The new sourcing deal, announced last month and consolidating 40 existing arrangements, would see 110 Melbourne-based jobs in the bank's Technology Testing Services division and 250 roles in Bangalore, India moved under a managed services agreement for IT testing and environment management by September.
Staff were told they would be moved to "comparable roles with Capgemini with comparable entitlements" in those cities.
The union had sought to negotiate terms of the move for the bank's affected Australian staff, leading 50 to a hearing before a Fair Work Australia tribunal last week on the argument that those who refused to move to Capgemini would be made redundant.
ANZ Bank argued at the hearing that an agreement would not be reached before the September 1 handover date.
The bank's global manager of employee relations Ben Walker claimed at the FWA hearing that attempts to renegotiate existing enterprise agreements would potentially impact 24,000 existing staff.

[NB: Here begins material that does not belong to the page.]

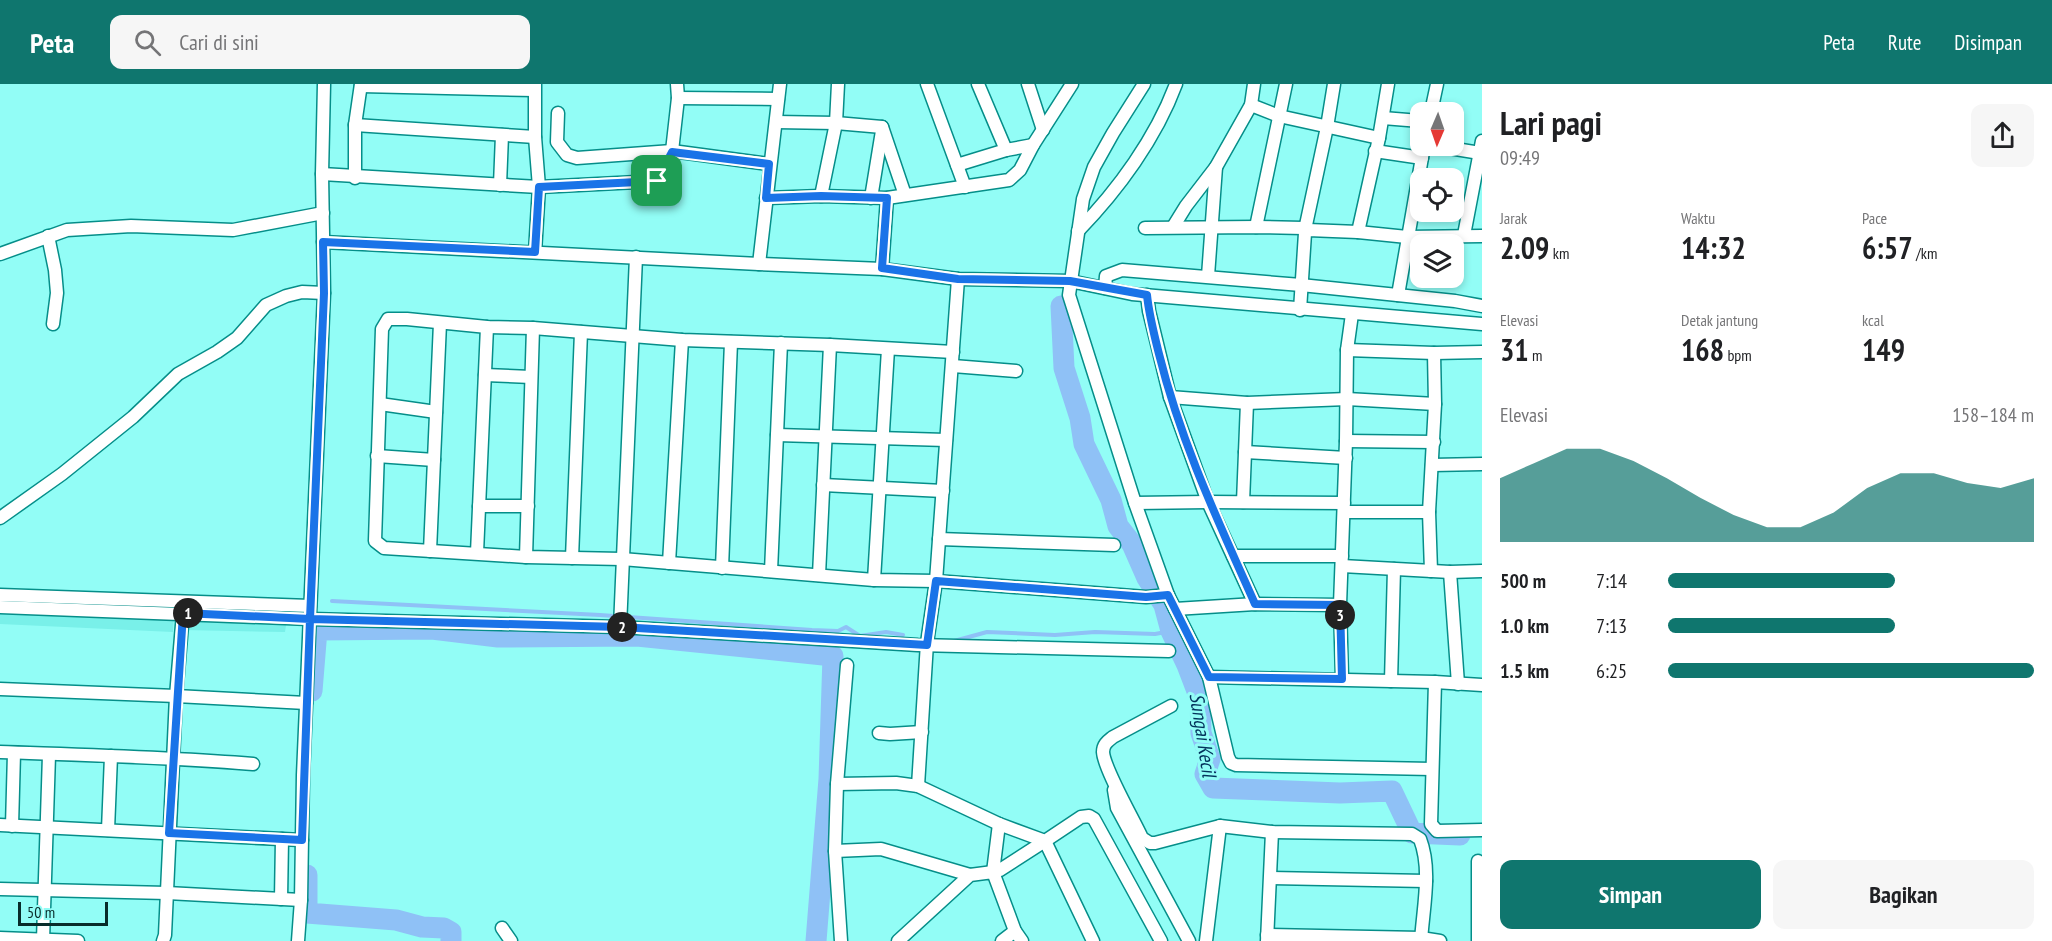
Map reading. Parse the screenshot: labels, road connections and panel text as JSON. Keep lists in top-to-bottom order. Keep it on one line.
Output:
{"water":["Sungai Kecil"],"scale_bar":"50 m","north":"bottom","page":{"header":"Peta","search":"Cari di sini","nav":["Peta","Rute","Disimpan"],"heading":["Lari pagi","09:49"],"stats":[["Jarak","2.09 km"],["Waktu","14:32"],["Pace","6:57 /km"],["Elevasi","31 m"],["Detak jantung","168 bpm"],["kcal","149"]],"chart":["Elevasi","158–184 m"],"list":[{"name":"500 m","note":"7:14"},{"name":"1.0 km","note":"7:13"},{"name":"1.5 km","note":"6:25"}],"pins":["1","3","2"],"buttons":["Simpan","Bagikan"],"scale":"50 m"}}
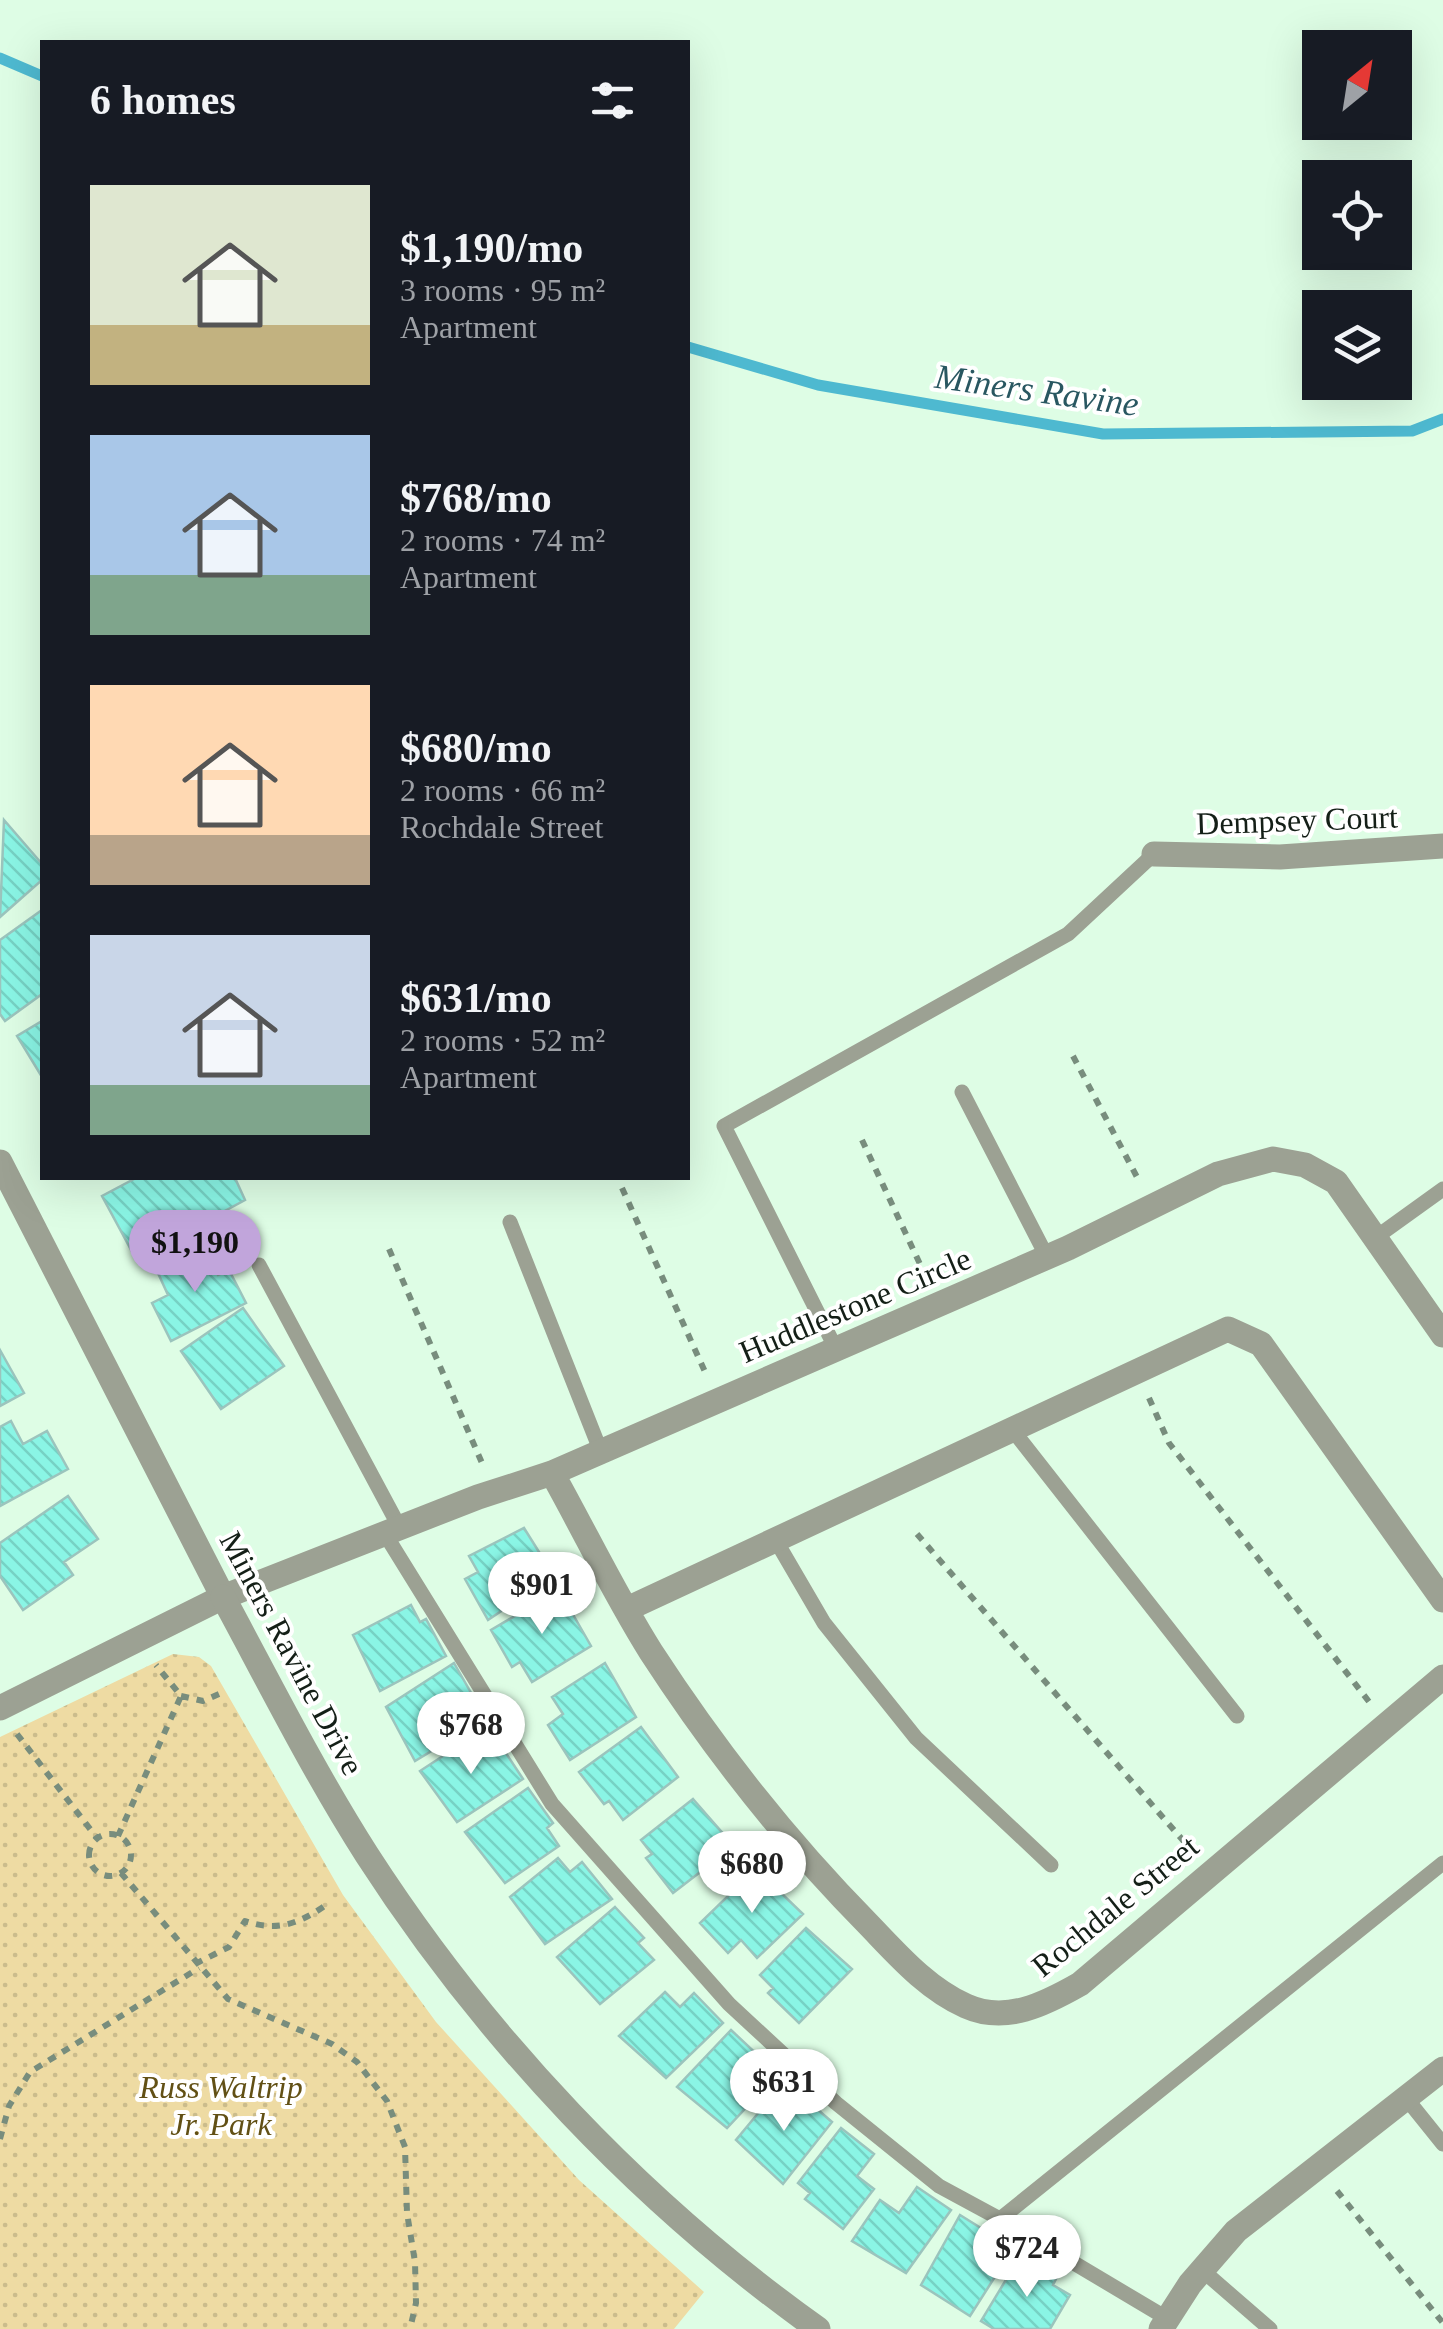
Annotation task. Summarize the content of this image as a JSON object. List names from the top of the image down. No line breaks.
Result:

Fair Work Australia dismissed the union's motion, with deputy president Gregory Smith labelling attempts to bypass the standard agreement negotiation process as "inappropriate".
"There is a specific provision in the existing agreement to deal with the circumstances facing the employees and the focus should be on implementing this aspect of the agreement fully to deal with issues raised by employees for consideration by ANZ," Smith said in a judgment on Friday.
"I don't underestimate the apprehension and concern of the employees at this change but the current agreement provides for this process and specifically allows for the bank to manage its business and provide acceptably alternative employment to employees in the event that a redundancy is in contemplation."
A spokesman for the bank told iTnews ANZ was pleased with the decision.
"We've worked hard to ensure that all employees impacted by this decision have a job to go to with comparable conditions as well as recognising their continuity of service," he said, noting the agreement with Capgemini would secure employment for affected staff "for at least two years".
A union spokeswoman would not comment on the decision at time of writing.
"We are continuing to pursue the individual grievances that have been lodged with the bank," she said.
"This decision does not affect those grievances."